Work request: Please work out how many lines below contain the word "Church", and reply with only that number.

Supplied data:
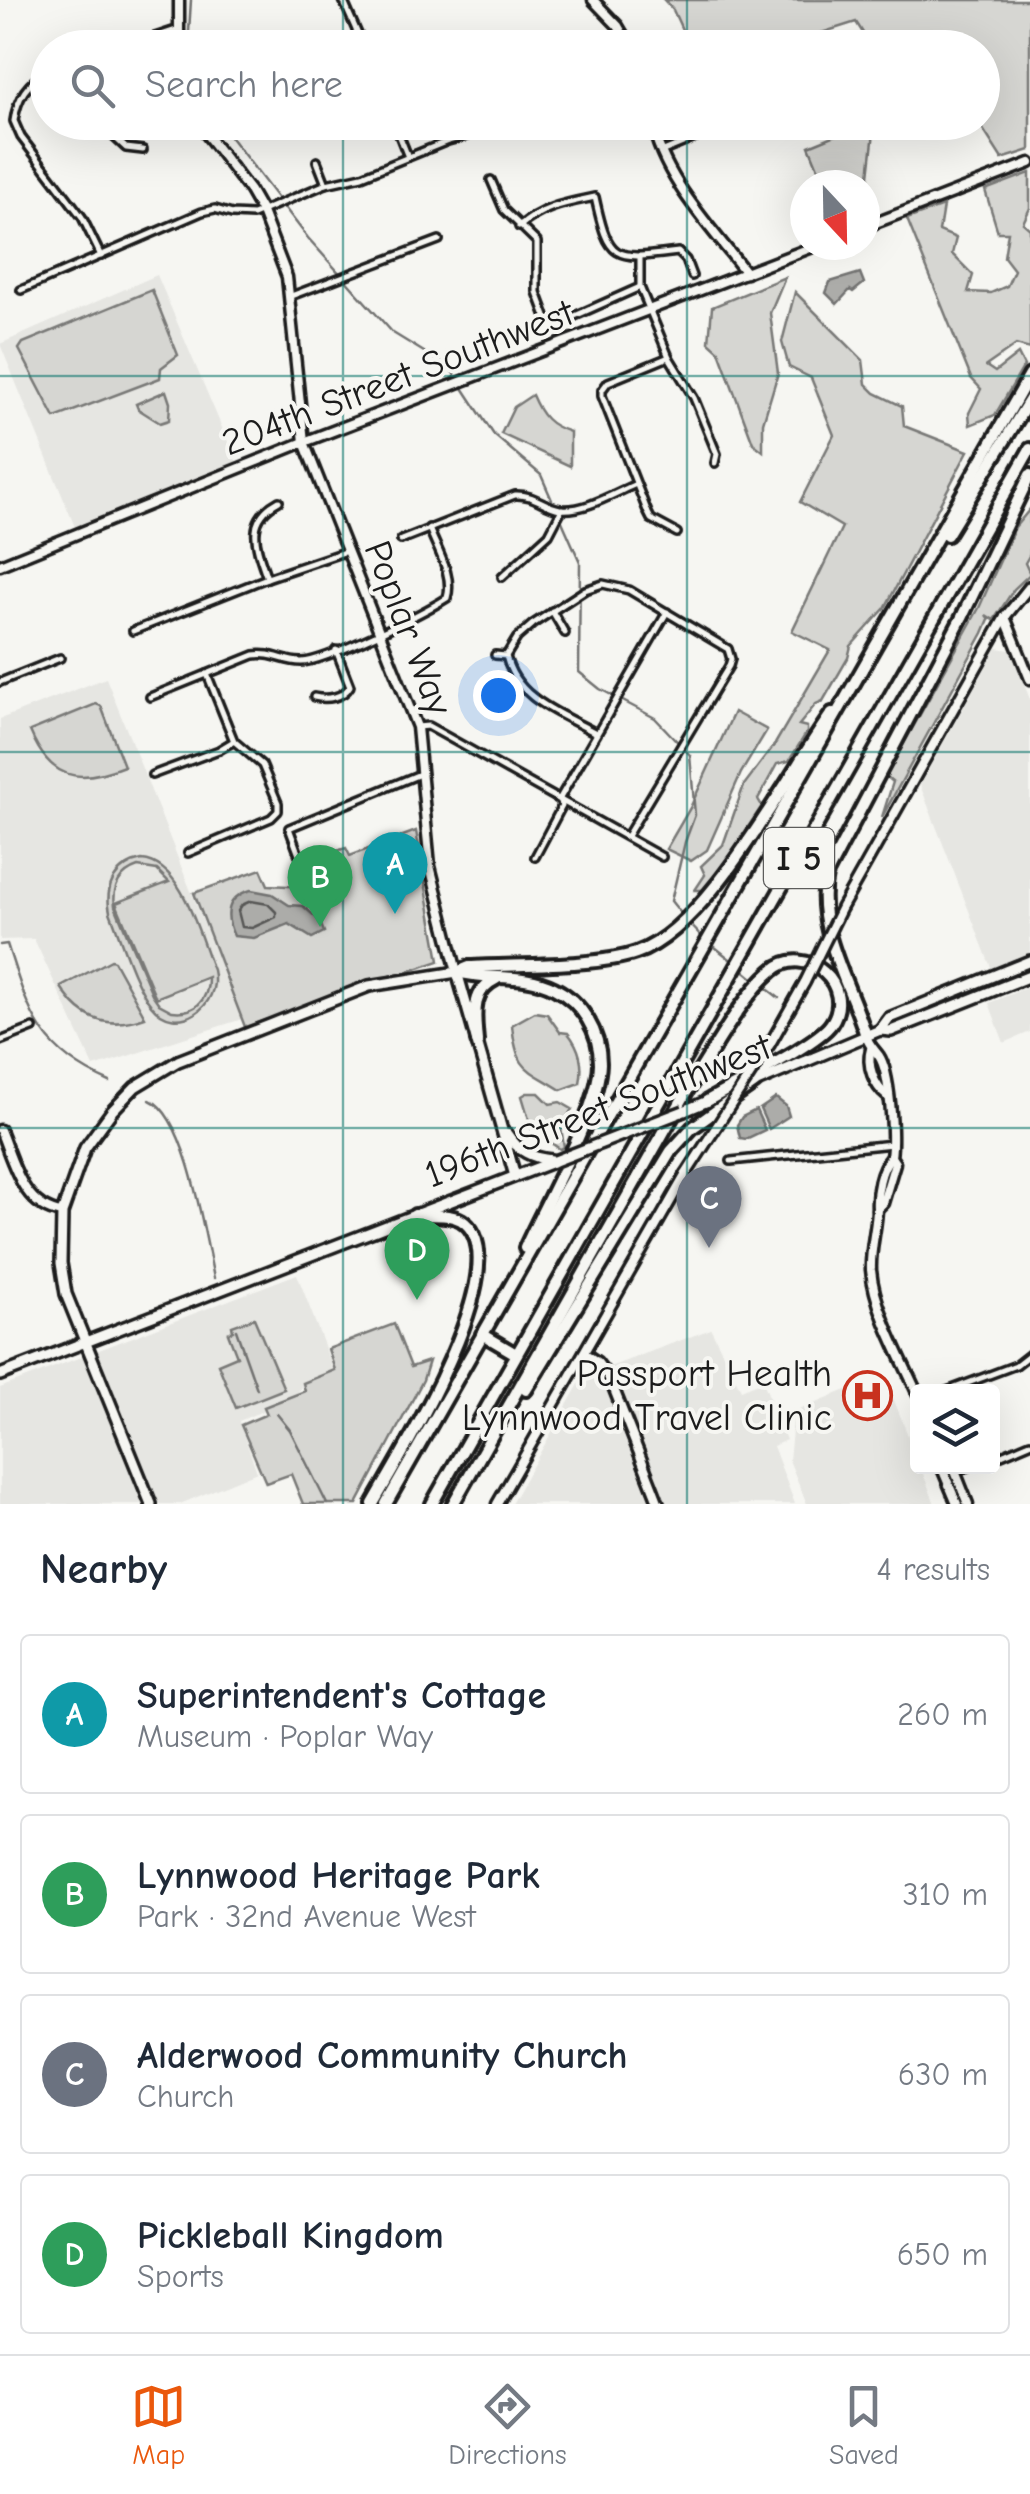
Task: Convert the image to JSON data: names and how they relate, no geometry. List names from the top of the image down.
{
  "streets": {
    "highway": ["I 5"],
    "main road": ["204th Street Southwest", "Poplar Way", "196th Street Southwest"]
  },
  "crossings": [
    ["204th Street Southwest", "Poplar Way"],
    ["Poplar Way", "196th Street Southwest"]
  ],
  "places": {
    "hospital": ["Passport Health Lynnwood Travel Clinic"]
  },
  "north": "bottom",
  "page": {
    "search": "Search here",
    "pins": [
      "A",
      "B",
      "C",
      "D"
    ],
    "heading": ["Nearby", "4 results"],
    "list": [
      {
        "mark": "A",
        "name": "Superintendent's Cottage",
        "note": "Museum · Poplar Way",
        "value": "260 m"
      },
      {
        "mark": "B",
        "name": "Lynnwood Heritage Park",
        "note": "Park · 32nd Avenue West",
        "value": "310 m"
      },
      {
        "mark": "C",
        "name": "Alderwood Community Church",
        "note": "Church",
        "value": "630 m"
      },
      {
        "mark": "D",
        "name": "Pickleball Kingdom",
        "note": "Sports",
        "value": "650 m"
      }
    ],
    "nav": ["Map", "Directions", "Saved"]
  }
}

Your solution: 2